Our children: Puppet pals teach children resiliency, social skills
This is one in a series of stories looking at efforts to improve children’s lives.
Teacher Jackee Emard held up a gallon-sized plastic jug and rotated it to swirl the red liquid inside, captivating the 4- and 5-year-olds who sat around her feet on a blue rug.
"If you get really annoyed, and really frustrated, do you sometimes feel like you're going to explode?" she asked. Yes, the children responded in unison.

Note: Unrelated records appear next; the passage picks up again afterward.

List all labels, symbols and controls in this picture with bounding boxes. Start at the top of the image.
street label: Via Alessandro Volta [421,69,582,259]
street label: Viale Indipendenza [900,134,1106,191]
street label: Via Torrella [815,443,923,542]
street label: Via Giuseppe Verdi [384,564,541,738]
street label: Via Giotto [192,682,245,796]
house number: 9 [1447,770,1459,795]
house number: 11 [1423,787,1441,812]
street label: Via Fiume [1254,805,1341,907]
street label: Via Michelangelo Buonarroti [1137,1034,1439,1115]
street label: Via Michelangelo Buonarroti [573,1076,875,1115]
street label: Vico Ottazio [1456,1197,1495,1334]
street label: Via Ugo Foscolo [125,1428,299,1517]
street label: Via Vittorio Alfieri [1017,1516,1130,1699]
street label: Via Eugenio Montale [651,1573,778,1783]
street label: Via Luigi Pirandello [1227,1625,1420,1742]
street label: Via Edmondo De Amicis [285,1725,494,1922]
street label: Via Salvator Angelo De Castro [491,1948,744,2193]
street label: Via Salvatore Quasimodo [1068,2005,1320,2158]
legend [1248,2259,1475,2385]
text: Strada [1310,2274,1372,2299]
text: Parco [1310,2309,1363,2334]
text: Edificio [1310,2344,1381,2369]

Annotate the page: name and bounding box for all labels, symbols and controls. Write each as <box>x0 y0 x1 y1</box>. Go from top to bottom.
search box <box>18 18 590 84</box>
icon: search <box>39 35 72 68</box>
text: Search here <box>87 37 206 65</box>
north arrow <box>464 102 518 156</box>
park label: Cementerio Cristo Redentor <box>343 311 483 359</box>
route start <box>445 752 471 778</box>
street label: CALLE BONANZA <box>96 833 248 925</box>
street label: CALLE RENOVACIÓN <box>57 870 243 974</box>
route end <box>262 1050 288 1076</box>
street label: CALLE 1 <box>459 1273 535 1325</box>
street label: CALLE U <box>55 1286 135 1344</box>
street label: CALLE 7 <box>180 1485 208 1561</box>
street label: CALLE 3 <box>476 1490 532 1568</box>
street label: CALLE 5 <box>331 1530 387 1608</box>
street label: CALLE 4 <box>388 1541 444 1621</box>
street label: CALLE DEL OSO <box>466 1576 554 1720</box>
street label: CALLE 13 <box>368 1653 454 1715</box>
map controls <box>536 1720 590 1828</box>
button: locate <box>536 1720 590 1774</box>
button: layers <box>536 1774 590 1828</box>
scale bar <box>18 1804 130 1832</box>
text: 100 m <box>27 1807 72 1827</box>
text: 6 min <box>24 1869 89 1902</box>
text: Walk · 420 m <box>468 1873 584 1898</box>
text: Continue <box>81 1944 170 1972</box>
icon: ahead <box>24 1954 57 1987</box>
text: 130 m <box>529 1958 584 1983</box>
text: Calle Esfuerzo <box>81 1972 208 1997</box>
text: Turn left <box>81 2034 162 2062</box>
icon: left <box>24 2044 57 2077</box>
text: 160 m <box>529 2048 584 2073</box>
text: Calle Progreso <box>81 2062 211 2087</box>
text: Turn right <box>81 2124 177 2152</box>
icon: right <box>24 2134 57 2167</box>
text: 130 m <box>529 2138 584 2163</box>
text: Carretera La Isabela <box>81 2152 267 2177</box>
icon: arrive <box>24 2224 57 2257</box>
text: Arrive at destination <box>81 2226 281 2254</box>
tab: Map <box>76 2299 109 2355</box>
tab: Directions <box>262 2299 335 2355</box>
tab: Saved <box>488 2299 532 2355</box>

Emard slowly poured the concoction — vinegar dyed red — into a clear plastic cup filled with baking soda. A frothy pink foam rose up and bubbled over the sides, plopping down onto a plastic tray and drawing shrieks and laughs.
"Is that sometimes how you feel?" she said.
"Yes!" the class yelled.
The demonstration inside a sun-filled classroom in Lansing — about feeling annoyed and how to cope with it — was part of Al's Pals: Kids Making Healthy Choices, a curriculum aimed at developing young children's social-emotional and problem-solving skills. The nationally recognized, evidence-based program is designed for all children ages 3 through 8, but it's especially geared toward helping high-risk students who live in poverty or may face other challenging situations at home.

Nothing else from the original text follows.